Where to set readahead: LVM, RAID devices, device-mapper, block devices?

You want to set readahead to tune the performance of you disk reads and you find that in your server there are several levels of devices, block devices, RAID devices, then LVM with device-mapper, etc.

You can set the readahead in any of them, which one is the right one?

I came up with this Stackoverflow question: https://serverfault.com/questions/418352/readahead-settings-for-lvm-device-mapper-software-raid-and-block-devices-wha

And i decided to do some tests to prove what wojciechz was saying, and he is right, let me show you:

My setup is a server with RAID10 and LVM with a /db partition mounted on the logical volume

# cat /proc/mdstat
Personalities : [linear] [multipath] [raid0] [raid1] [raid6] [raid5] [raid4] [raid10]
md127 : active raid10 sdj[7] sdi[6] sdh[5] sdg[4] sdf[3] sde[2] sdd[1] sdc[0]
3906525184 blocks super 1.2 512K chunks 2 near-copies [8/8] [UUUUUUUU]

# pvdisplay
--- Physical volume ---
PV Name /dev/md127
VG Name vg1
PV Size 3.64 TiB / not usable 0
Allocatable yes
PE Size 4.00 MiB
Total PE 953741
Free PE 489746
Allocated PE 463995
PV UUID KH4RjS-lgAN-2OdI-hiYQ-HuR1-naDM-nSmc5S

# mount | grep db
/dev/mapper/vg1-db on /db type ext4 (rw,noatime,nodiratime,discard,stripe=512,data=ordered)
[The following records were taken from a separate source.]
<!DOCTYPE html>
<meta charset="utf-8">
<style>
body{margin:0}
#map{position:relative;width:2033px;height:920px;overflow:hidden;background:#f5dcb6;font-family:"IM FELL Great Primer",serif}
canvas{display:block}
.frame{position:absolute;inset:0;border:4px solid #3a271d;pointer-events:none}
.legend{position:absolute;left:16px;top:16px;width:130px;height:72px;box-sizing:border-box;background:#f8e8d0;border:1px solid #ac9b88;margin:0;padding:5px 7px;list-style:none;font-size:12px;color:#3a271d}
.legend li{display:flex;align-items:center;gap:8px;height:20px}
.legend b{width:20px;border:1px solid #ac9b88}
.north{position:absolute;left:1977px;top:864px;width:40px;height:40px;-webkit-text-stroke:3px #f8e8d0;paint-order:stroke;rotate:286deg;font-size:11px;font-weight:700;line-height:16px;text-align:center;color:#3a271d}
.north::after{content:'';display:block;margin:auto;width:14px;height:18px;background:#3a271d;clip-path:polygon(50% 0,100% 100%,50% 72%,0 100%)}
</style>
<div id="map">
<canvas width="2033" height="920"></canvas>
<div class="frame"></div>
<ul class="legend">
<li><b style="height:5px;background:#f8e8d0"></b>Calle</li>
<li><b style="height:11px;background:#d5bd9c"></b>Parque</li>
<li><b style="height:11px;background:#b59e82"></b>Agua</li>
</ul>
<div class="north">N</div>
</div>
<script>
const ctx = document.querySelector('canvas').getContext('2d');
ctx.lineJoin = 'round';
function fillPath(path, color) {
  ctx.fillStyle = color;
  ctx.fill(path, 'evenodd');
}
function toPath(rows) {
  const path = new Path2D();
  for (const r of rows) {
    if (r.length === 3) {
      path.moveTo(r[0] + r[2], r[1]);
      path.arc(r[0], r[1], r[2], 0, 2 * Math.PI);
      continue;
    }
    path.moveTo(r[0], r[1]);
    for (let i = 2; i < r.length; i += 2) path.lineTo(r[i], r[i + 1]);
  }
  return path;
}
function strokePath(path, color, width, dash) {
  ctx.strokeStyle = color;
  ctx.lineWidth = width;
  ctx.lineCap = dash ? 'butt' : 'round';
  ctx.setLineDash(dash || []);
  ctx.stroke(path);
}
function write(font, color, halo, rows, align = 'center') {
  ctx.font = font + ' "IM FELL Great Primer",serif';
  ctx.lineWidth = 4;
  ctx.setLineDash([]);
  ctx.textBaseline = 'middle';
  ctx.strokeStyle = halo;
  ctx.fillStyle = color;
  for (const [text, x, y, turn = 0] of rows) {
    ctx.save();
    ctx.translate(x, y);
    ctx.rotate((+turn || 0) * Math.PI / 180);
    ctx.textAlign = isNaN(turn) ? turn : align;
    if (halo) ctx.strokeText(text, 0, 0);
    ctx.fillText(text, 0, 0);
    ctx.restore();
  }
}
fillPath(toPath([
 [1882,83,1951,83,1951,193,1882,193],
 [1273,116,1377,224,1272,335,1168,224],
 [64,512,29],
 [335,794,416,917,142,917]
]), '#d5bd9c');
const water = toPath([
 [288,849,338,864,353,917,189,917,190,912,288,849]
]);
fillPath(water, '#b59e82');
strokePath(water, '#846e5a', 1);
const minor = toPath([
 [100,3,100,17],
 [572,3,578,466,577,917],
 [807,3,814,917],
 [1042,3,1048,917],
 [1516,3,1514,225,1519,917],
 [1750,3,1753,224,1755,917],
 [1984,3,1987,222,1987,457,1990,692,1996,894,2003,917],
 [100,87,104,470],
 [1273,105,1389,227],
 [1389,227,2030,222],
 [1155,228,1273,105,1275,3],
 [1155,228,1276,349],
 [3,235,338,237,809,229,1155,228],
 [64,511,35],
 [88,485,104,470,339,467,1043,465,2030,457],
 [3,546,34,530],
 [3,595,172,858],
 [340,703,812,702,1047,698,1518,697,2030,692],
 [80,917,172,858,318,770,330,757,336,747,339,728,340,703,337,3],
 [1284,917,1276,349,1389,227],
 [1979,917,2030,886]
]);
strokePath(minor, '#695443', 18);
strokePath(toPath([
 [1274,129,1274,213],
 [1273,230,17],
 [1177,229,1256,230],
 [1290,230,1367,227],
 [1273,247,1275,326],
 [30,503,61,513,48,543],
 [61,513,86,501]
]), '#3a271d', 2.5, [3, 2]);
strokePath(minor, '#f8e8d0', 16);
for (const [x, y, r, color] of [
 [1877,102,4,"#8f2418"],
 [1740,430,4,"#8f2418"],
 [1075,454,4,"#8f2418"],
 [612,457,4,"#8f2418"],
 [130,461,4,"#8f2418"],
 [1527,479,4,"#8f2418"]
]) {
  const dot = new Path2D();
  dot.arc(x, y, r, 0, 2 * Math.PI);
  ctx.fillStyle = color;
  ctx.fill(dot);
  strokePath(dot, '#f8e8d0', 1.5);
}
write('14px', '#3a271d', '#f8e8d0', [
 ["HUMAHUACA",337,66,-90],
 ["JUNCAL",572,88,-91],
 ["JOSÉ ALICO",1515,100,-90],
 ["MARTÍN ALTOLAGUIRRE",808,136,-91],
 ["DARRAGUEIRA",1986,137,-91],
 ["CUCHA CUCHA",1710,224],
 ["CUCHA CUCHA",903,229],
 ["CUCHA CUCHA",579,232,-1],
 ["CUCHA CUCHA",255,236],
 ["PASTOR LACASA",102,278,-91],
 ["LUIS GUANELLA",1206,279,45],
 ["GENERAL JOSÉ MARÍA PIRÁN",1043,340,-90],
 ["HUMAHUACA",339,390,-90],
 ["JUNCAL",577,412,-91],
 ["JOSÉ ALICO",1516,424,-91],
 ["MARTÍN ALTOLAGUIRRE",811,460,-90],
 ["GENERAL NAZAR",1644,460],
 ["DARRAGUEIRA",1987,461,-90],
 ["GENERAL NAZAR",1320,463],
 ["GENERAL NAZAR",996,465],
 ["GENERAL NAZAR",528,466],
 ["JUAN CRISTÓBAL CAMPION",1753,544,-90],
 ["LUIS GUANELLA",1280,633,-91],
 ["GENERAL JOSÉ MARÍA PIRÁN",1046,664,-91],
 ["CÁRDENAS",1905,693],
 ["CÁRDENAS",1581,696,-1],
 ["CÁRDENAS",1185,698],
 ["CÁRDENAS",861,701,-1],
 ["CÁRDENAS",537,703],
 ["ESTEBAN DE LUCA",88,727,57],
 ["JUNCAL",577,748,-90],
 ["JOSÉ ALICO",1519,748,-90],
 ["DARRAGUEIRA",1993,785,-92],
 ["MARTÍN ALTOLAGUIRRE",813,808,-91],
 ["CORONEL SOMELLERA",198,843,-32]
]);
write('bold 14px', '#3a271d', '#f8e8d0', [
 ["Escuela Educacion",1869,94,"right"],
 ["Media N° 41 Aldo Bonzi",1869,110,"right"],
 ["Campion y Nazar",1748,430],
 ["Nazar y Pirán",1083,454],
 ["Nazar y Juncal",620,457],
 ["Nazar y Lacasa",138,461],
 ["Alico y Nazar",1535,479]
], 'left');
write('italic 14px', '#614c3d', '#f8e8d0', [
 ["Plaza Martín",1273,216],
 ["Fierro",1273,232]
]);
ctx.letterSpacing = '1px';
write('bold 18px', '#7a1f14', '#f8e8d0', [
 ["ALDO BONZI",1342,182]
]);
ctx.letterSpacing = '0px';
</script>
The current readhead set is the following:

# blockdev --report
RO RA SSZ BSZ StartSec Size Device
rw 256 512 4096 0 1000204886016 /dev/sda
rw 256 512 4096 2048 1023410176 /dev/sda1
rw 256 512 1024 2002942 1024 /dev/sda2
rw 256 512 4096 2002944 999178633216 /dev/sda5
rw 256 512 4096 0 1022820352 /dev/md0
rw 256 512 4096 0 999044218880 /dev/md1
rw 256 512 4096 0 1000204886016 /dev/sdb
rw 256 512 4096 2048 1023410176 /dev/sdb1
rw 256 512 1024 2002942 1024 /dev/sdb2
rw 256 512 4096 2002944 999178633216 /dev/sdb5
rw 256 512 4096 0 49996103680 /dev/dm-0
rw 256 512 4096 0 135094337536 /dev/dm-1
rw 256 512 4096 0 1000204886016 /dev/sdc
rw 8192 512 4096 0 4000281788416 /dev/md127
rw 256 512 4096 0 1000204886016 /dev/sdd
rw 256 512 4096 0 1000204886016 /dev/sde
rw 256 512 4096 0 1000204886016 /dev/sdf
rw 256 512 4096 0 1000204886016 /dev/sdg
rw 256 512 4096 0 1000204886016 /dev/sdh
rw 256 512 4096 0 1000204886016 /dev/sdi
rw 256 512 4096 0 1000204886016 /dev/sdj
rw 8192 512 4096 0 1946136084480 /dev/dm-2
rw 256 512 4096 0 214748364800 /dev/dm-3

With the default setup, let’s perform some tests with hdparm, that does sequential reads:

# hdparm -t /dev/md127

Timing buffered disk reads: 3004 MB in 3.00 seconds = 1001.14 MB/sec
Timing buffered disk reads: 2982 MB in 3.00 seconds = 992.78 MB/sec
Timing buffered disk reads: 3654 MB in 3.00 seconds = 1217.26 MB/sec
Timing buffered disk reads: 3030 MB in 3.00 seconds = 1009.46 MB/sec
Timing buffered disk reads: 3026 MB in 3.00 seconds = 1007.32 MB/sec

# hdparm -t /dev/dm-2

Timing buffered disk reads: 2784 MB in 3.00 seconds = 927.44 MB/sec
Timing buffered disk reads: 2508 MB in 3.00 seconds = 835.10 MB/sec
Timing buffered disk reads: 2532 MB in 3.00 seconds = 843.62 MB/sec
Timing buffered disk reads: 2792 MB in 3.00 seconds = 930.62 MB/sec
Timing buffered disk reads: 2836 MB in 3.00 seconds = 944.93 MB/sec

# hdparm -t /dev/sdc

Timing buffered disk reads: 1046 MB in 3.00 seconds = 348.13 MB/sec
Timing buffered disk reads: 1048 MB in 3.00 seconds = 348.91 MB/sec
Timing buffered disk reads: 1034 MB in 3.01 seconds = 344.00 MB/sec
Timing buffered disk reads: 1050 MB in 3.01 seconds = 349.25 MB/sec
Timing buffered disk reads: 1044 MB in 3.00 seconds = 347.97 MB/sec

(/dev/dm-2 is /dev/mapper/vg1-db)

dm-2 and md127 show similar results, same readahead. Obviously, sdc2 is slower due to a smaller readahead and because doesn’t take advantage of RAID read parallelism. Let’s ignore this one for the tests.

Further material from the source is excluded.